» **Exercise directions**: Using the records beneath, say how many lines contain the word "align", without comment.

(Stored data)
***

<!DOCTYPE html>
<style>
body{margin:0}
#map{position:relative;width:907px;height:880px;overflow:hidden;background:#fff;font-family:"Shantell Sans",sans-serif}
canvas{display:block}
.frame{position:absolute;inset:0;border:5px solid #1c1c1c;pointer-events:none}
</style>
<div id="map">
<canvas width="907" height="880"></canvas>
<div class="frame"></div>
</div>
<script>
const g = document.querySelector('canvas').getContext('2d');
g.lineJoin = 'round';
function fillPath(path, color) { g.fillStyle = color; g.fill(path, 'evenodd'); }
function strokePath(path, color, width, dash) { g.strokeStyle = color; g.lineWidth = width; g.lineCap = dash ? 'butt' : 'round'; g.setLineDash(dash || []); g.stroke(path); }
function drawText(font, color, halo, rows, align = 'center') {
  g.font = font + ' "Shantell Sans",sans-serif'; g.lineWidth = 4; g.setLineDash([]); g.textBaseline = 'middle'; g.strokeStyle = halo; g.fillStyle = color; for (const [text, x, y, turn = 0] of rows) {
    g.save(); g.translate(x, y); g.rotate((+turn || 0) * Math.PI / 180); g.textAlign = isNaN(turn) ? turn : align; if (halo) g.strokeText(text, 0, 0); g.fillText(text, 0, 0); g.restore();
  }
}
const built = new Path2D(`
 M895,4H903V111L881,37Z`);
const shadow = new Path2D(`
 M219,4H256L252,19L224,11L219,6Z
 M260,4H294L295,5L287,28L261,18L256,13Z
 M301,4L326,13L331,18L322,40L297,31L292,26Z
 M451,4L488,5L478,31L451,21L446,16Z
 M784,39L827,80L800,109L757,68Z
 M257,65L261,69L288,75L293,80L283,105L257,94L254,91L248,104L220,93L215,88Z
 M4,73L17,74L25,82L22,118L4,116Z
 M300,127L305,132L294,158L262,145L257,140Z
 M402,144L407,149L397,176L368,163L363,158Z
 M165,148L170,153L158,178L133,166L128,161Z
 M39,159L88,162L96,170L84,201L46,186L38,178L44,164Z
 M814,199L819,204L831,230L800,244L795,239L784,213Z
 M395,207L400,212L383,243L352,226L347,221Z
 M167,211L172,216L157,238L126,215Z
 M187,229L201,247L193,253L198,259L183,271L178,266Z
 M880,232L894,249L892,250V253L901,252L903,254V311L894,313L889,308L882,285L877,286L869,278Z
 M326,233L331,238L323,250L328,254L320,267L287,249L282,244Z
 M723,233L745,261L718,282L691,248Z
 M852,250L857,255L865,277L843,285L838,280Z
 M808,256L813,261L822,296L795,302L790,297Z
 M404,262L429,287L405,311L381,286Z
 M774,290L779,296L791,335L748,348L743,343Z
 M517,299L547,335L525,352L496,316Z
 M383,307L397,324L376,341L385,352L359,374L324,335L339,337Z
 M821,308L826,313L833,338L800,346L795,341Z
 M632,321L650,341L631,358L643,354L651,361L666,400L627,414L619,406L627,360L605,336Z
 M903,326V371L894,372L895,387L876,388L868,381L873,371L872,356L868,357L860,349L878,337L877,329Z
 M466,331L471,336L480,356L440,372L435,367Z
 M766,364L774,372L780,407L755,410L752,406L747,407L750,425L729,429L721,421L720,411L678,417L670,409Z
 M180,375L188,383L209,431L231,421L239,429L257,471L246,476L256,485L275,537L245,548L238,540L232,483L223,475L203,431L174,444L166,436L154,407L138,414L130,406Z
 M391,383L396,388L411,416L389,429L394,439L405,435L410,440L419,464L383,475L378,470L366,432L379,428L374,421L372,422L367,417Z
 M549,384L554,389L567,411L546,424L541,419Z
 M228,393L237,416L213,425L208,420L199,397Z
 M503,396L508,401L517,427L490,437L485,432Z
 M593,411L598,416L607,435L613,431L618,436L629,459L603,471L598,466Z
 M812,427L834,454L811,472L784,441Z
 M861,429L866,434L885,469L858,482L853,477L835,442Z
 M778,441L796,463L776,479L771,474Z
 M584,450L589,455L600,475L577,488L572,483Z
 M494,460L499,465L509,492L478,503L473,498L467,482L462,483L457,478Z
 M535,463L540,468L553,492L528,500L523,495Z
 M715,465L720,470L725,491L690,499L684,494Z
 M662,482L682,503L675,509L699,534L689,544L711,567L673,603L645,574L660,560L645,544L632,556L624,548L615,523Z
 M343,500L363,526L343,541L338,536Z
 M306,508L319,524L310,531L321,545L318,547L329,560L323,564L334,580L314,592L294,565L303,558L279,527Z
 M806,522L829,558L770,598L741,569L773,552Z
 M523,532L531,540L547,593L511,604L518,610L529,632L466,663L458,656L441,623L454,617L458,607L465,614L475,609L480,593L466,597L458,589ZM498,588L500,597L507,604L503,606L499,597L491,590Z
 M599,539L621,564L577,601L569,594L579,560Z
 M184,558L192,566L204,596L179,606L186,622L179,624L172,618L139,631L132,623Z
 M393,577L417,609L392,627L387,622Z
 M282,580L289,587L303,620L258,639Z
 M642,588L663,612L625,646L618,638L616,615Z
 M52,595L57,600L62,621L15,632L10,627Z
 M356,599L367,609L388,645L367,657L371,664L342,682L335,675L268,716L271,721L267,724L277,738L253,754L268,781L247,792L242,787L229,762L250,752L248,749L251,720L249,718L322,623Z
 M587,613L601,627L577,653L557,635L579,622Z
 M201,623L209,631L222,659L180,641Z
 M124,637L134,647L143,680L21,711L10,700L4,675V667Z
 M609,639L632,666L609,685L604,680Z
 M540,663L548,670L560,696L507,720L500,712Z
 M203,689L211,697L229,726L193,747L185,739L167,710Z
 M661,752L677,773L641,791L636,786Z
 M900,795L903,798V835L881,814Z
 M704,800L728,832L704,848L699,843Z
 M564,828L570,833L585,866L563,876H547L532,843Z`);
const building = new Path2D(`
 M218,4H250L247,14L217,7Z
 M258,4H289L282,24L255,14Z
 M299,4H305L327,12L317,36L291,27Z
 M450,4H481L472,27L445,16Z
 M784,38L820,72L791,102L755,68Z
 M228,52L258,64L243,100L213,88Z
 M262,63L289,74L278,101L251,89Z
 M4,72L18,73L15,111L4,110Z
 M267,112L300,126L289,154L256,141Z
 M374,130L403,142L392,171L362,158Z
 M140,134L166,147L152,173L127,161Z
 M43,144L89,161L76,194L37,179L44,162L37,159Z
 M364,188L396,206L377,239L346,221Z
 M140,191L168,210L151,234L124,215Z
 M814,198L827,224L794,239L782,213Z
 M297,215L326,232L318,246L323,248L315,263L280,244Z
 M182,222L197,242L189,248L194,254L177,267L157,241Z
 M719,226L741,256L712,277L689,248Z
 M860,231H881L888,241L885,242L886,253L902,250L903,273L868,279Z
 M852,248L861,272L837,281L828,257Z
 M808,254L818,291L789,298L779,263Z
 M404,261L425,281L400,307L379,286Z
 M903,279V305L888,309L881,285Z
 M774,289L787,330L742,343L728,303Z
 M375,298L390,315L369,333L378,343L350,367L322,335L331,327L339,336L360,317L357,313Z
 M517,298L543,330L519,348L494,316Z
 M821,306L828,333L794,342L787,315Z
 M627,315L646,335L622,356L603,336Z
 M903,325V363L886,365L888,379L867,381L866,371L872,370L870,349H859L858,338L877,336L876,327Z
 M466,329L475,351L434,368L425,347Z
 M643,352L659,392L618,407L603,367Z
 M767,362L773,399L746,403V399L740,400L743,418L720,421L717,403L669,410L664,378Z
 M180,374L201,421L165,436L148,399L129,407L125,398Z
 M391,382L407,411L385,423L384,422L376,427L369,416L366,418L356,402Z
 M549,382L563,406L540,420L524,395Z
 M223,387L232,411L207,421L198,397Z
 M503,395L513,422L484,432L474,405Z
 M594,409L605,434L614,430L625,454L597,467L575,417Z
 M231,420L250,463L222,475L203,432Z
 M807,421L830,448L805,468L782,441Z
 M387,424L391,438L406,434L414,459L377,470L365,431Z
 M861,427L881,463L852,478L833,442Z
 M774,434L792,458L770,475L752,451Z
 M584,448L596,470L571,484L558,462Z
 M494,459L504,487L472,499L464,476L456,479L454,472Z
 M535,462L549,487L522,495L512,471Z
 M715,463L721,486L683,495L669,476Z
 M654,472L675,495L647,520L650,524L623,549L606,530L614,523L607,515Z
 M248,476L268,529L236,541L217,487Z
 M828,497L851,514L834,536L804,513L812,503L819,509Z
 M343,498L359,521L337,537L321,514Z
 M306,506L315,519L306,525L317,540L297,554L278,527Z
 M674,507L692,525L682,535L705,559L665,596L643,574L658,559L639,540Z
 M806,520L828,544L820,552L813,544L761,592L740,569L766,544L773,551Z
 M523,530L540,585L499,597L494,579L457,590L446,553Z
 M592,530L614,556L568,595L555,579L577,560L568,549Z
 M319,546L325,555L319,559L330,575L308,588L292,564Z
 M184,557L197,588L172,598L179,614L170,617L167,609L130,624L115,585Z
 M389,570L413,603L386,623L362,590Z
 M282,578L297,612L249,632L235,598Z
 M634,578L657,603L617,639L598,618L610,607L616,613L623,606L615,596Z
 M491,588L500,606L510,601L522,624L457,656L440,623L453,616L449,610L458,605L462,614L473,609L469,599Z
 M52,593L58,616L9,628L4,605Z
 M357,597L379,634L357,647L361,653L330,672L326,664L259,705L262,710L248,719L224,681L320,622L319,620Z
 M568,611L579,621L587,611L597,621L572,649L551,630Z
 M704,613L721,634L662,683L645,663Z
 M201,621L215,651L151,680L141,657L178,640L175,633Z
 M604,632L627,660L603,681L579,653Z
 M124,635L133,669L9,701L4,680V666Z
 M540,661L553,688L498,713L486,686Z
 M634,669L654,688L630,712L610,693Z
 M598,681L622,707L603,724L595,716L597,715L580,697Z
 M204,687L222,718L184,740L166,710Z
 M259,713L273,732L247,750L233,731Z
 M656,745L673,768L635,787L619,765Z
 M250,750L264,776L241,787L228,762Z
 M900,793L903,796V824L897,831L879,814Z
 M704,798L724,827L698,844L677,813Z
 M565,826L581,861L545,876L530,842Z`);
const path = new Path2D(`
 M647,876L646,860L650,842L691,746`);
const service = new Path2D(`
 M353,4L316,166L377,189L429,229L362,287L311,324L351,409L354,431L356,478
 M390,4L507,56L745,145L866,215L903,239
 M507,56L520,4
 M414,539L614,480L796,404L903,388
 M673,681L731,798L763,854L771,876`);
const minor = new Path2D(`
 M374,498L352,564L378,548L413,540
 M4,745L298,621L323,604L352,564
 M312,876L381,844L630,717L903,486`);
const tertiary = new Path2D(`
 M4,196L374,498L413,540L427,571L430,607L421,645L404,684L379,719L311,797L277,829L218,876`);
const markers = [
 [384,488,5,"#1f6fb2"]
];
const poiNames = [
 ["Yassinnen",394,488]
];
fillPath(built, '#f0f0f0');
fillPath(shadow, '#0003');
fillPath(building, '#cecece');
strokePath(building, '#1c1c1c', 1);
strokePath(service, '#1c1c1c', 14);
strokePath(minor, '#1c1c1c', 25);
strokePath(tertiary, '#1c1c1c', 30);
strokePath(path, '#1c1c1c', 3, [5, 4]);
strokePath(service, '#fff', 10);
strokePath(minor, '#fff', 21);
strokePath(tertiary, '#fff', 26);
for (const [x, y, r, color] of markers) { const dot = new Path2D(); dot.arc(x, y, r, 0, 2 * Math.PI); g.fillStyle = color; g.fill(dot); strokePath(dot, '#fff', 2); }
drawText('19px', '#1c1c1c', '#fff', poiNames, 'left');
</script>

***

» **Exercise solution**: 2